4. The carrying of the ark
The fact that the staves were fixed in the rings – “they shall not be taken from it” – would indicate that this vessel was to be carried with Israel during all the wilderness journey. No matter what type of terrain they crossed, the golden crown would keep the mercy seat in place and retain God’s throne amongst them. In Numbers 10:33, the ark went before them on the march, thus moving from its customary place in the midst of the camp. Moses was tempted to use Hobab’s knowledge of the desert to assist him in the wilderness, but he had to learn that “it is better to trust in the Lord than to put confidence in man” (Ps 118:8). (This is the middle verse in the Bible). Christ is before His people in their walk and in the midst of His people in their worship.

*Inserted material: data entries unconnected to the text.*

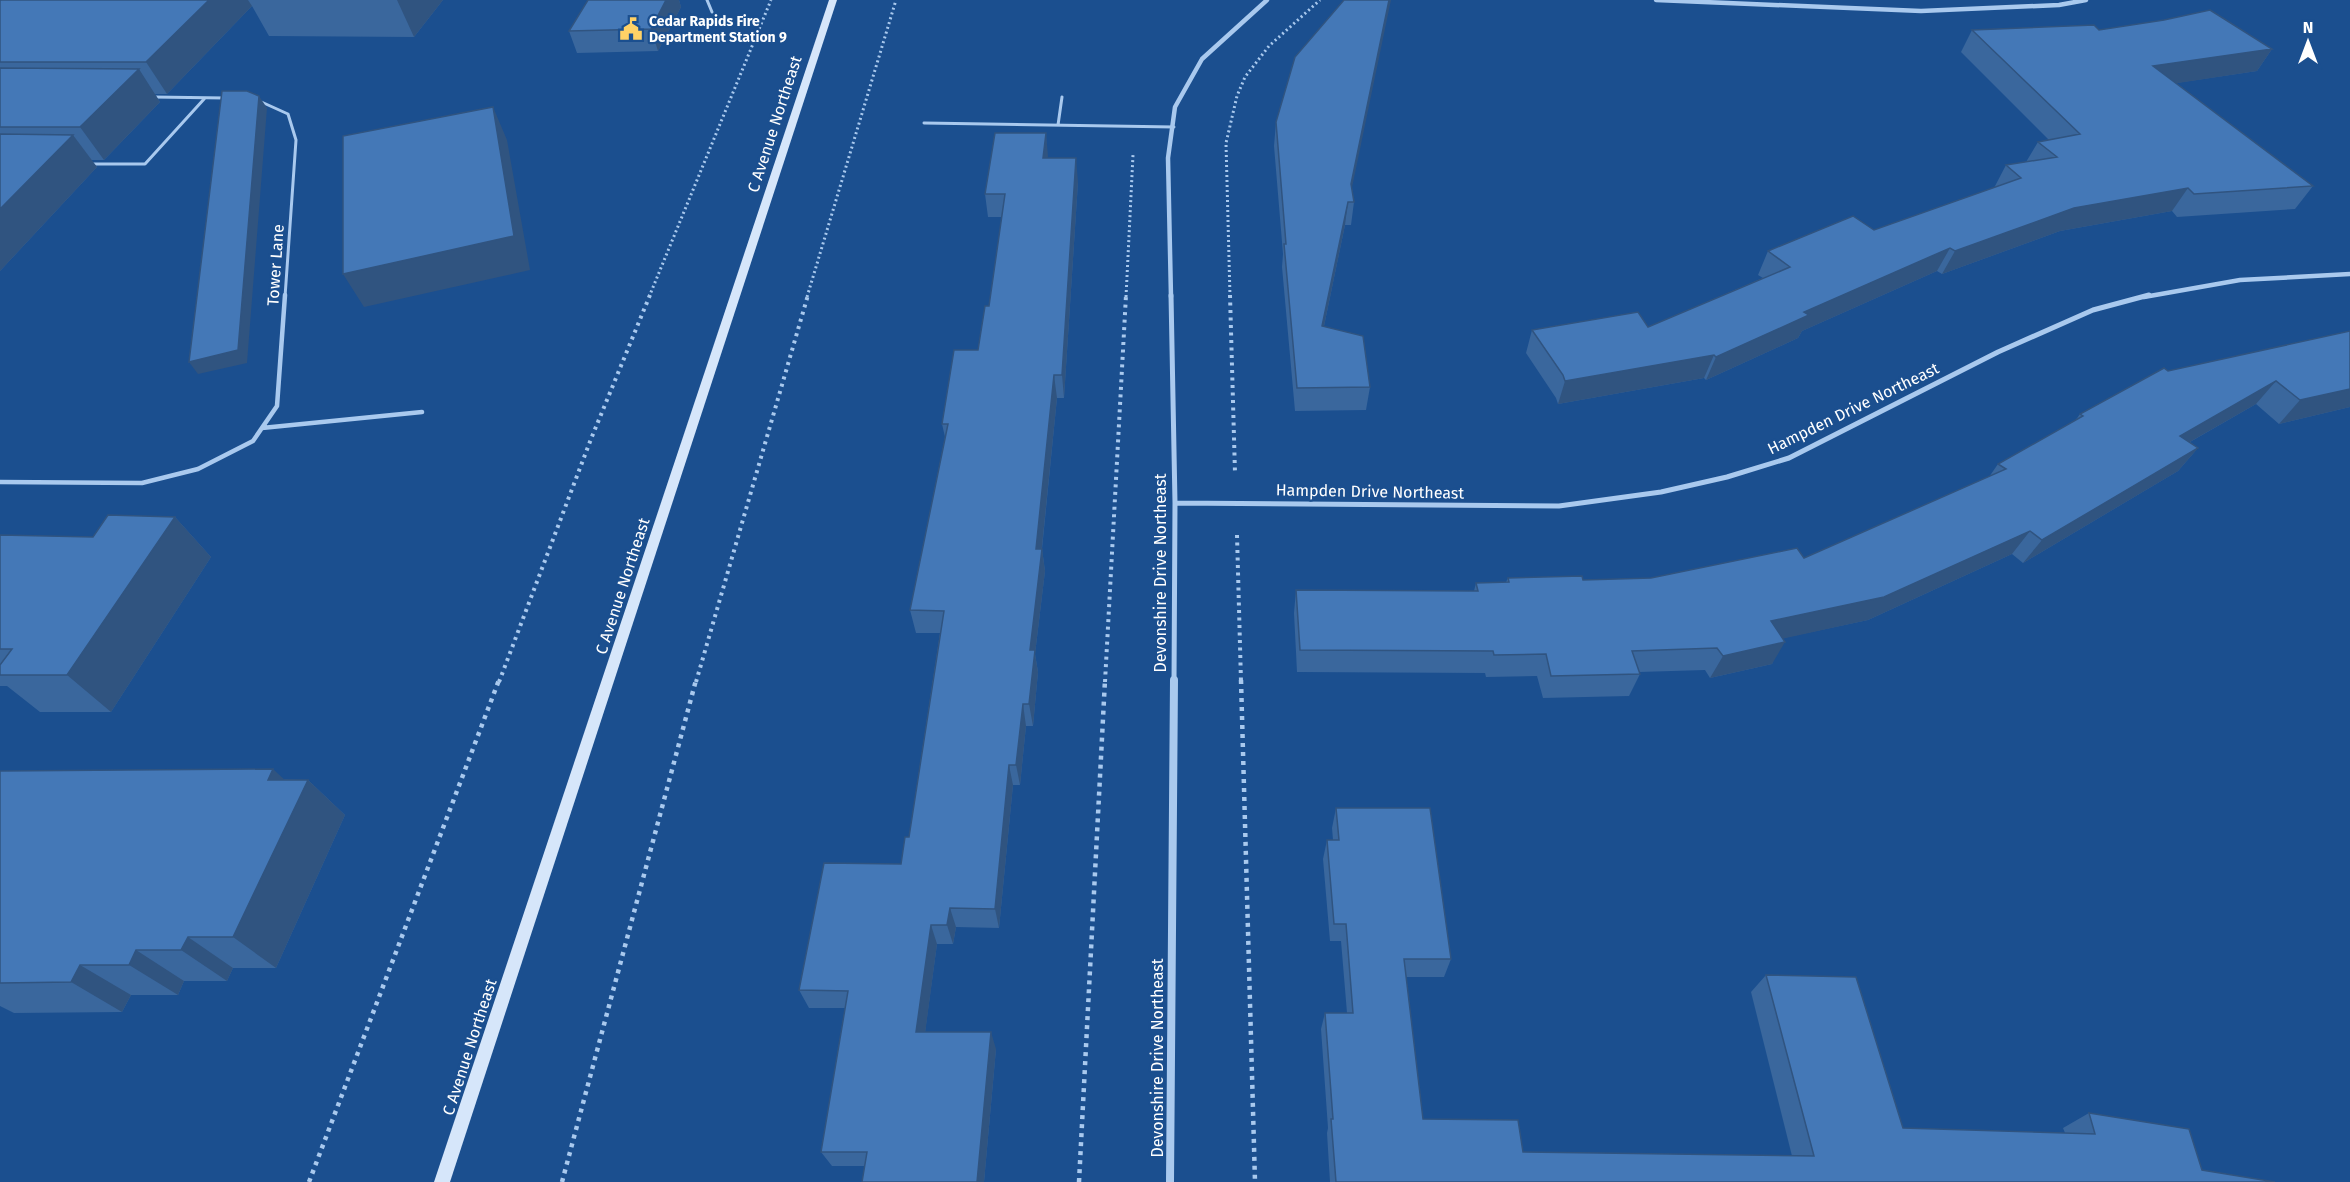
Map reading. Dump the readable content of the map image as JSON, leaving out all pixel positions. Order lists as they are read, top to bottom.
{
  "streets": {
    "street": ["C Avenue Northeast", "Hampden Drive Northeast", "Devonshire Drive Northeast"],
    "lane": ["Tower Lane"]
  },
  "crossings": [
    ["Hampden Drive Northeast", "Devonshire Drive Northeast"]
  ],
  "places": {
    "public building": ["Cedar Rapids Fire Department Station 9"]
  },
  "north": "top"
}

5. The counterpart of the ark
In Numbers 7:89, we are told how and when God communicated His mind and will to Moses. Apparently Moses had access to God’s presence at all times. By contrast, Aaron the High Priest could approach the mercy seat only once a year, on the Day of Atonement (Lev 23:26-32). No one else was admitted to the Holy of Holies. But what a change when in the New Testament we read, “Let us therefore come boldly (with confidence) unto the throne of grace, that we may obtain mercy, and find grace to help in time of need” (Heb 4:16). This is possible because our Great High Priest is in the presence of God continually. Not once a year, but in every time of need the believer is able to resort to the presence of God for solace, succor, and support.